(Stored items)
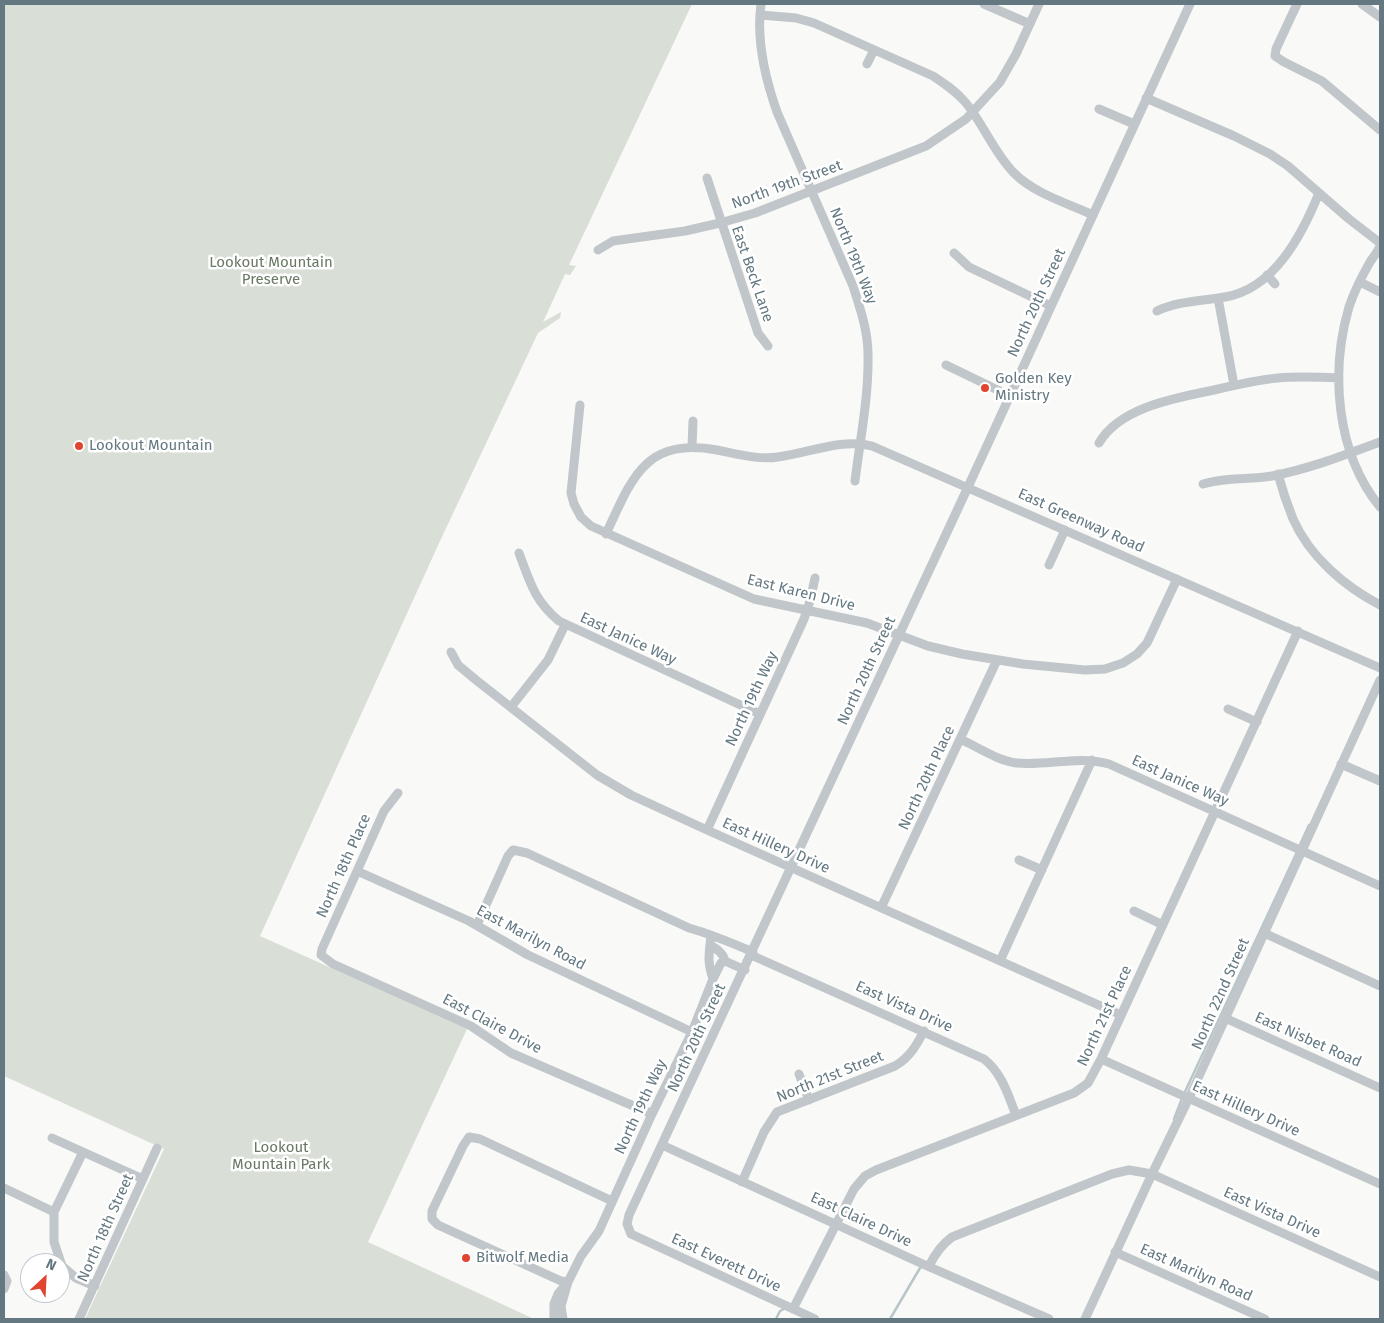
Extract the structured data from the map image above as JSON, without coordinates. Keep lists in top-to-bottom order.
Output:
{
  "streets": {
    "street": [
      "North 19th Street",
      "North 19th Way",
      "East Beck Lane",
      "North 20th Street",
      "East Greenway Road",
      "East Karen Drive",
      "East Janice Way",
      "North 20th Place",
      "East Hillery Drive",
      "North 18th Place",
      "East Marilyn Road",
      "North 22nd Street",
      "East Vista Drive",
      "North 21st Place",
      "East Claire Drive",
      "East Nisbet Road",
      "North 21st Street",
      "North 18th Street",
      "East Everett Drive"
    ]
  },
  "crossings": [
    ["North 19th Street", "North 19th Way"],
    ["North 19th Street", "East Beck Lane"],
    ["North 19th Way", "East Greenway Road"],
    ["North 19th Way", "East Karen Drive"],
    ["North 19th Way", "East Janice Way"],
    ["North 19th Way", "East Hillery Drive"],
    ["North 19th Way", "East Marilyn Road"],
    ["North 19th Way", "East Claire Drive"],
    ["North 20th Street", "East Greenway Road"],
    ["North 20th Street", "East Karen Drive"],
    ["North 20th Street", "East Hillery Drive"],
    ["North 20th Street", "East Vista Drive"],
    ["North 20th Street", "East Claire Drive"],
    ["North 20th Street", "East Everett Drive"],
    ["East Greenway Road", "East Karen Drive"],
    ["East Greenway Road", "North 21st Place"],
    ["East Karen Drive", "North 20th Place"],
    ["East Janice Way", "North 20th Place"],
    ["East Janice Way", "North 22nd Street"],
    ["East Janice Way", "North 21st Place"],
    ["North 20th Place", "East Hillery Drive"],
    ["East Hillery Drive", "North 22nd Street"],
    ["East Hillery Drive", "North 21st Place"],
    ["North 18th Place", "East Marilyn Road"],
    ["North 18th Place", "East Claire Drive"],
    ["East Marilyn Road", "North 22nd Street"],
    ["East Marilyn Road", "East Vista Drive"],
    ["North 22nd Street", "East Vista Drive"],
    ["North 22nd Street", "East Nisbet Road"],
    ["East Vista Drive", "North 21st Place"],
    ["East Vista Drive", "East Claire Drive"],
    ["East Vista Drive", "North 21st Street"],
    ["North 21st Place", "East Claire Drive"],
    ["North 21st Place", "East Everett Drive"],
    ["East Claire Drive", "North 21st Street"]
  ],
  "parks": ["Lookout Mountain Preserve", "Lookout Mountain Park"],
  "places": ["Golden Key Ministry", "Lookout Mountain", "Bitwolf Media"],
  "north": "top right"
}
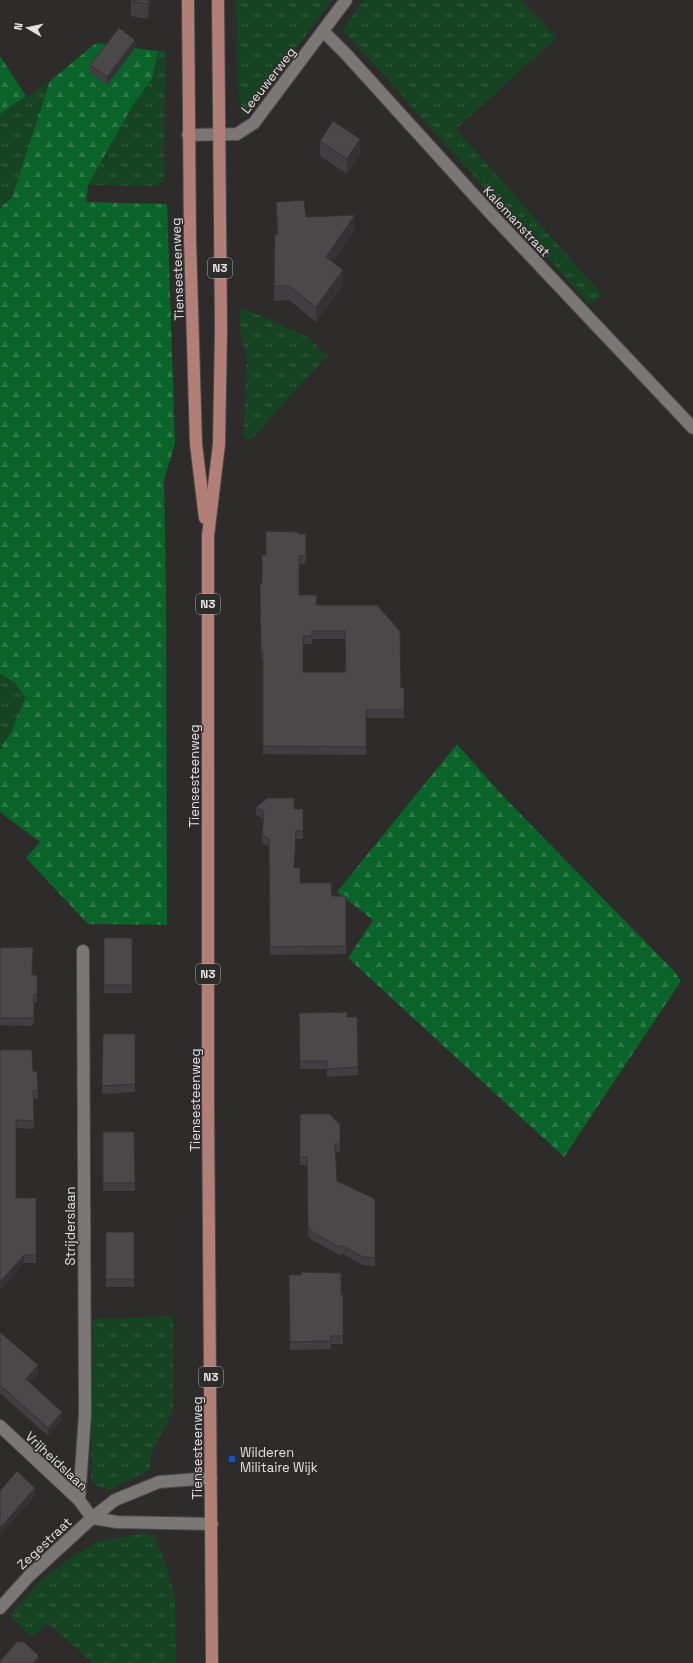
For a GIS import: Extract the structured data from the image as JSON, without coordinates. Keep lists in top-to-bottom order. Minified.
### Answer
{"streets":{"main road":["N3","Tiensesteenweg"],"street":["Leeuwerweg","Kalemanstraat","Strijderslaan","Vrijheidslaan","Zegestraat"]},"crossings":[["Leeuwerweg","Kalemanstraat"],["Leeuwerweg","Tiensesteenweg"],["Tiensesteenweg","Zegestraat"],["Strijderslaan","Vrijheidslaan"],["Vrijheidslaan","Zegestraat"]],"places":{"transit":["Wilderen Militaire Wijk"]},"north":"left"}
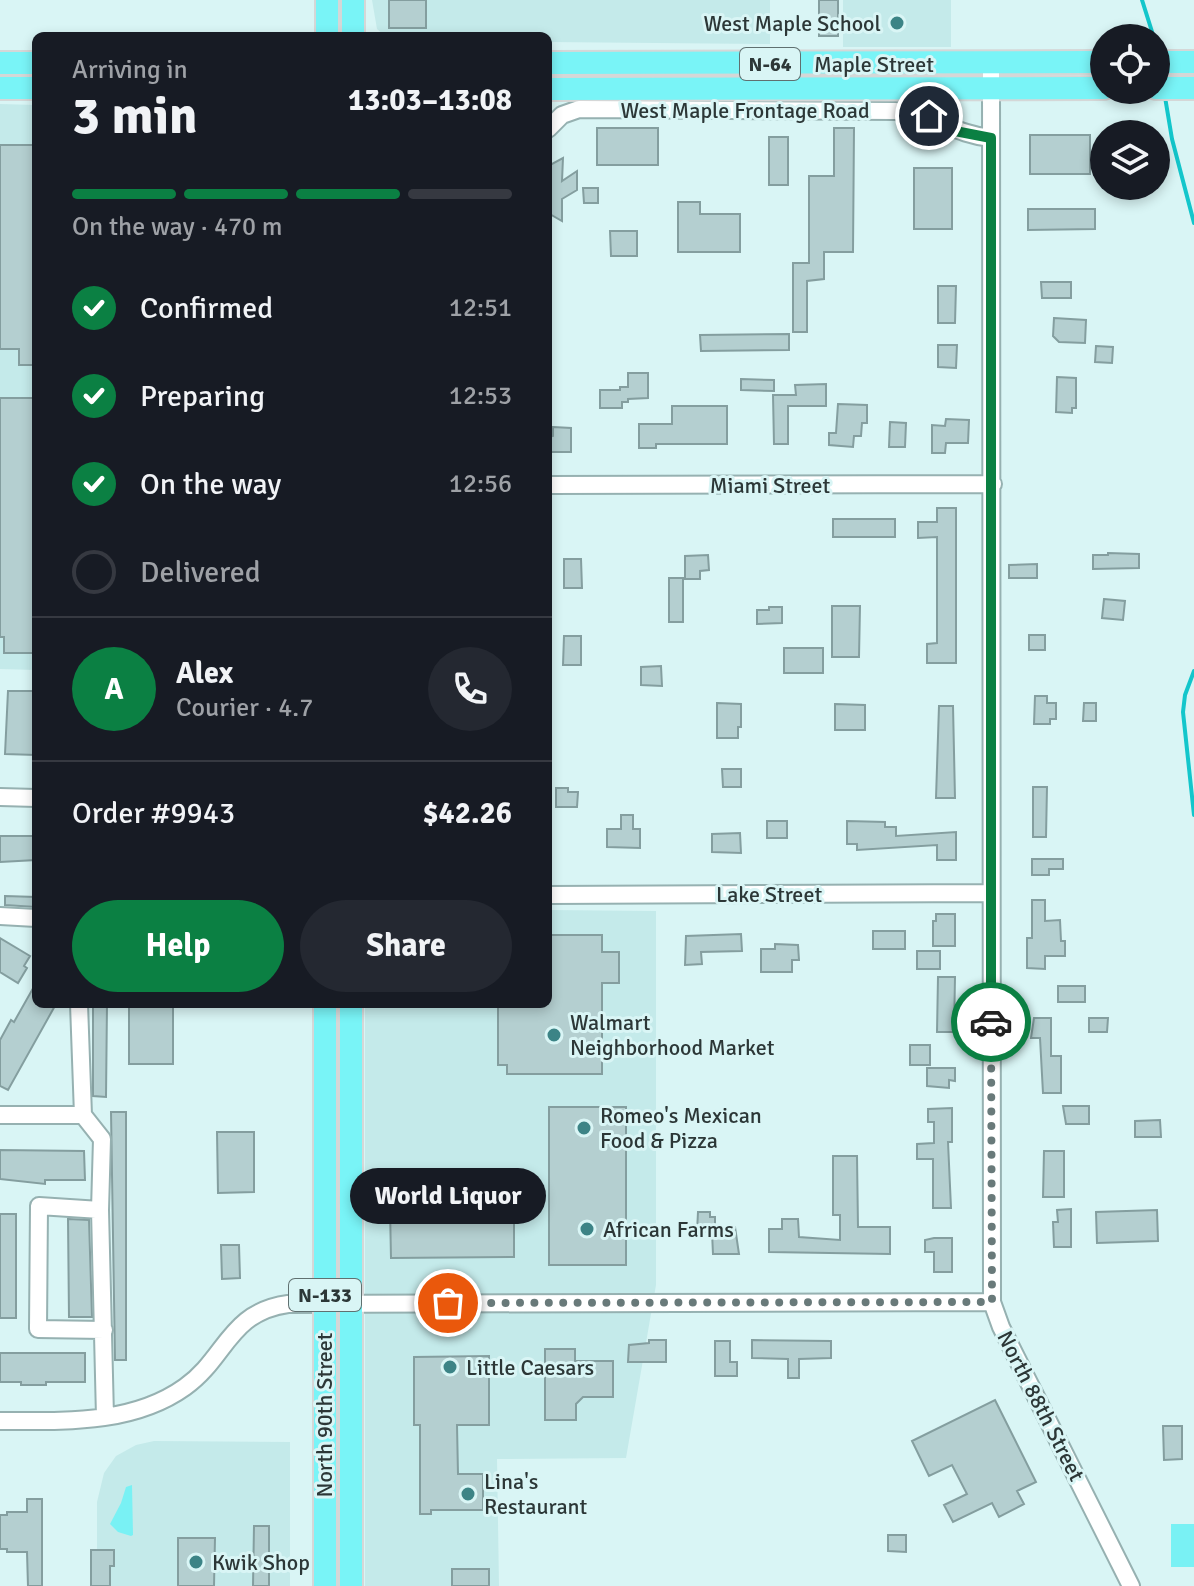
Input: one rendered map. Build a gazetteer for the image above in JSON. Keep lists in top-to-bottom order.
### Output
{
  "streets": {
    "main road": [
      "N-64",
      "Maple Street",
      "N-133",
      "North 90th Street"
    ],
    "street": [
      "West Maple Frontage Road",
      "Miami Street",
      "Lake Street",
      "North 88th Street"
    ]
  },
  "crossings": [
    ["Maple Street", "North 88th Street"],
    ["West Maple Frontage Road", "North 88th Street"],
    ["Miami Street", "North 88th Street"],
    ["Lake Street", "North 88th Street"]
  ],
  "places": [
    "West Maple School",
    "Walmart Neighborhood Market",
    "Romeo's Mexican Food & Pizza",
    "African Farms",
    "World Liquor",
    "Little Caesars",
    "Lina's Restaurant",
    "Kwik Shop"
  ],
  "page": {
    "heading": ["3 min", "Arriving in", "13:03–13:08"],
    "panel": [
      "Alex",
      "Courier · 4.7",
      "Order #9943",
      "$42.26"
    ],
    "bar": "On the way · 470 m",
    "list": [
      ["Confirmed", "12:51"],
      ["Preparing", "12:53"],
      ["On the way", "12:56"],
      "Delivered"
    ],
    "round": "A",
    "buttons": ["Help", "Share"],
    "bubble": "World Liquor"
  }
}
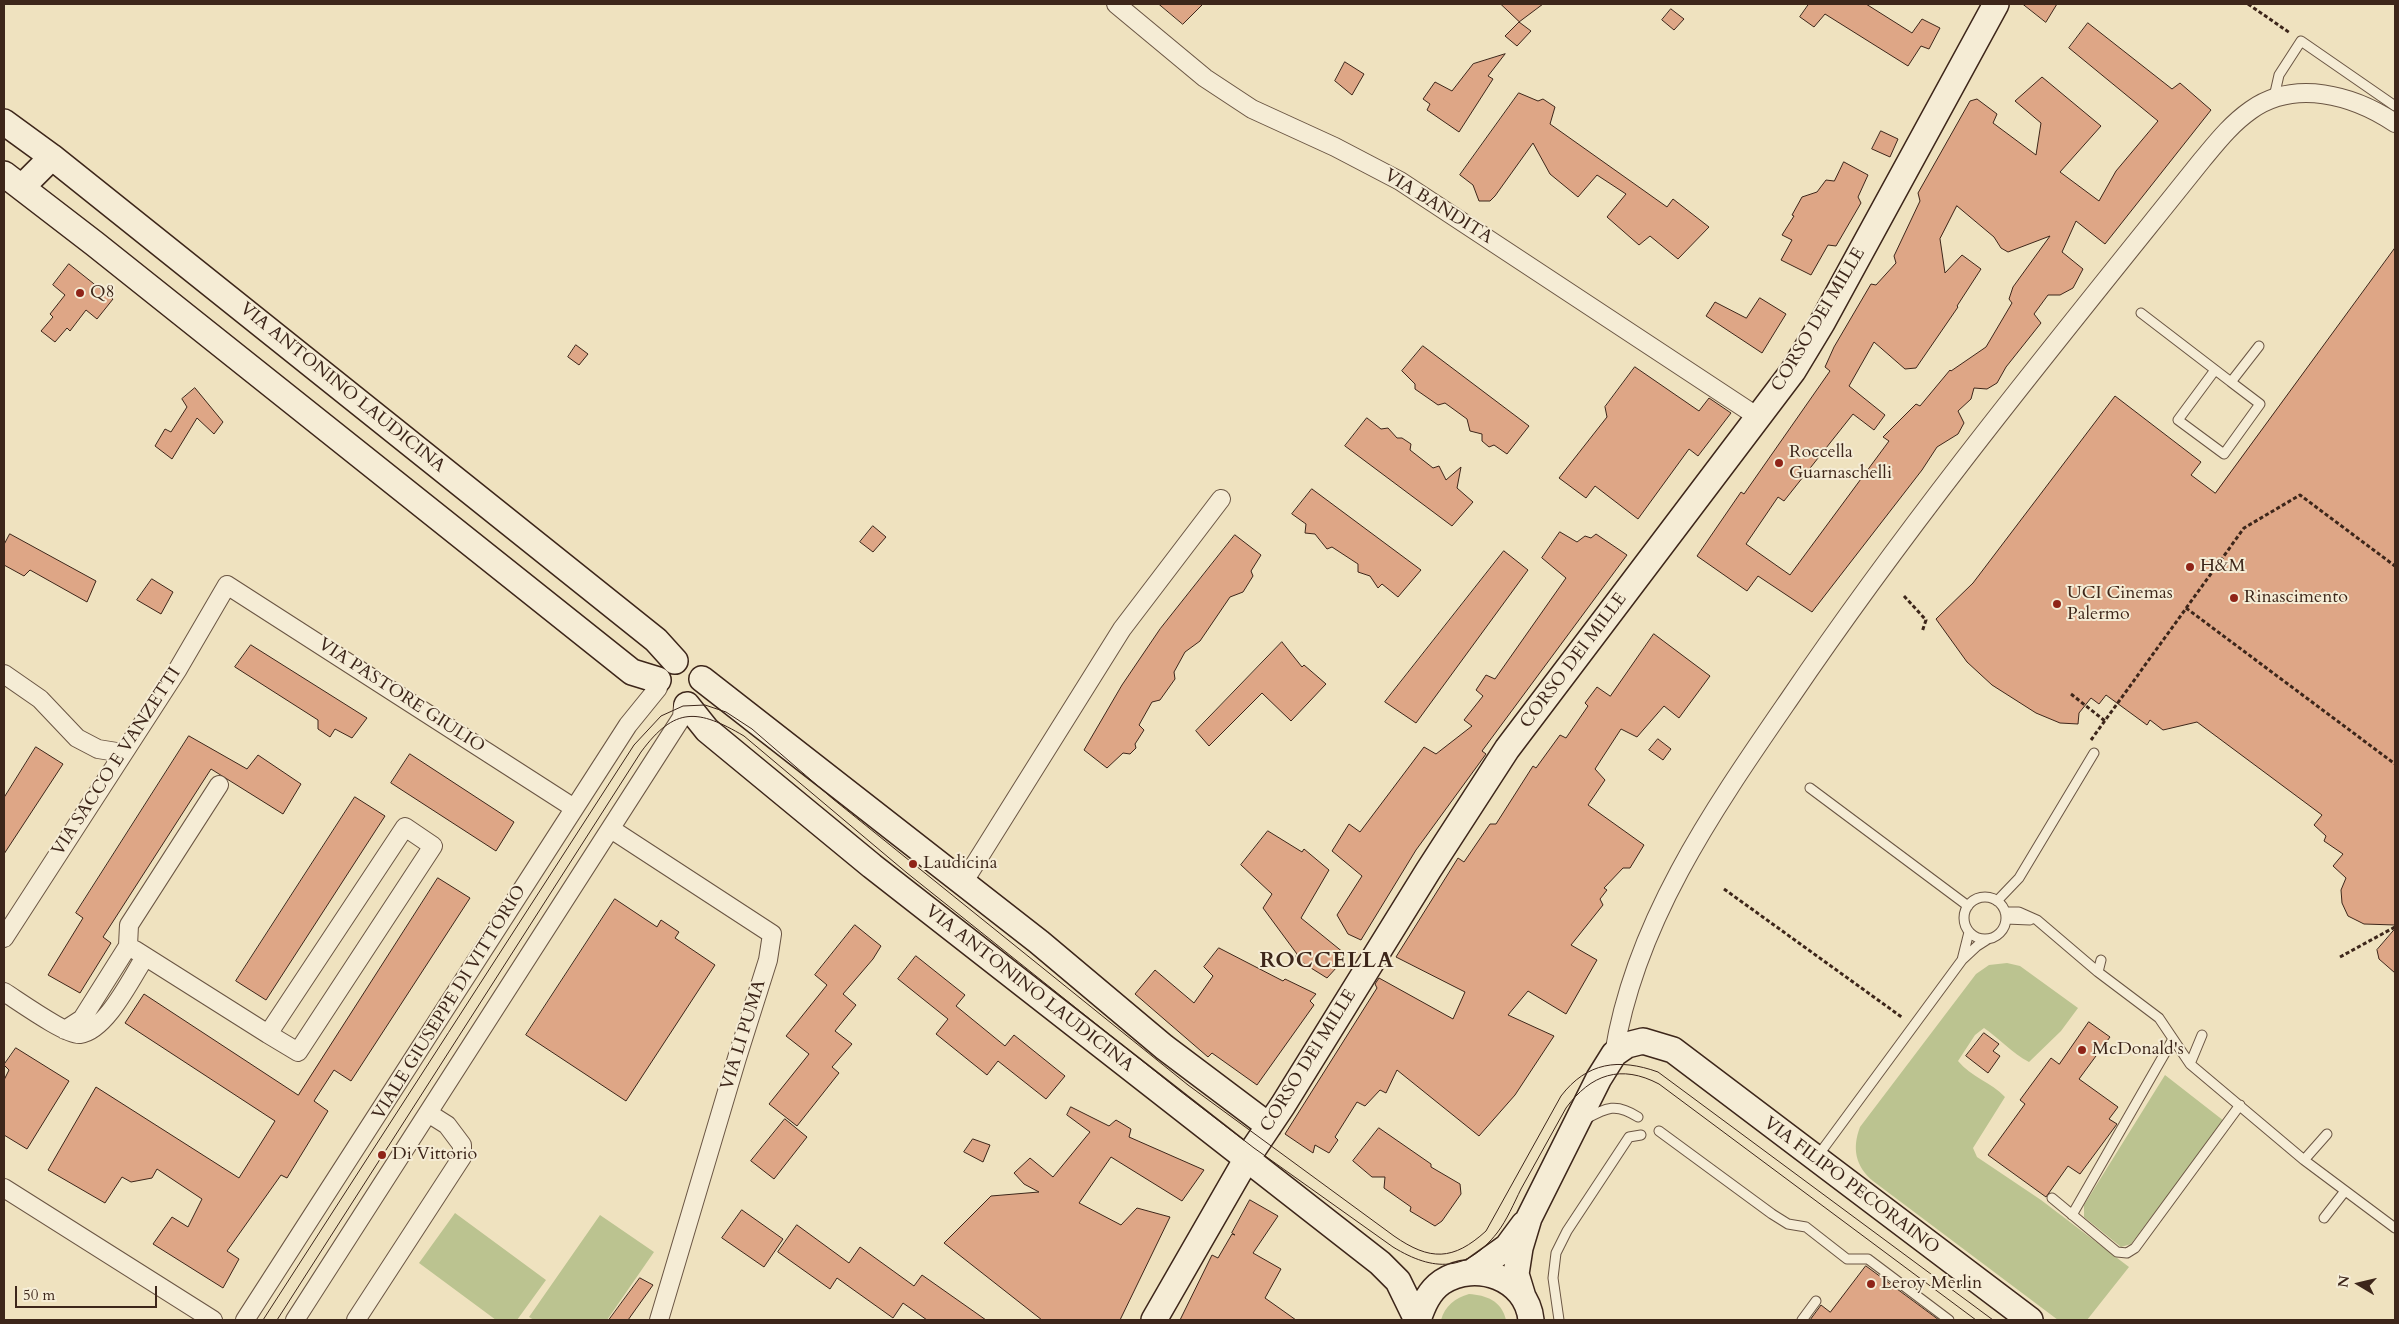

* **TASK**
Search the records for the string "data", and copy every line that holds it.

* **RESULT BELOW**
Extract the structured data from the map image above as JSON, without coordinates. Keep lists in top-to-bottom order.
For a GIS import: Extract the structured data from the image as JSON, without coordinates. Keep lists in top-to-bottom order. Minified.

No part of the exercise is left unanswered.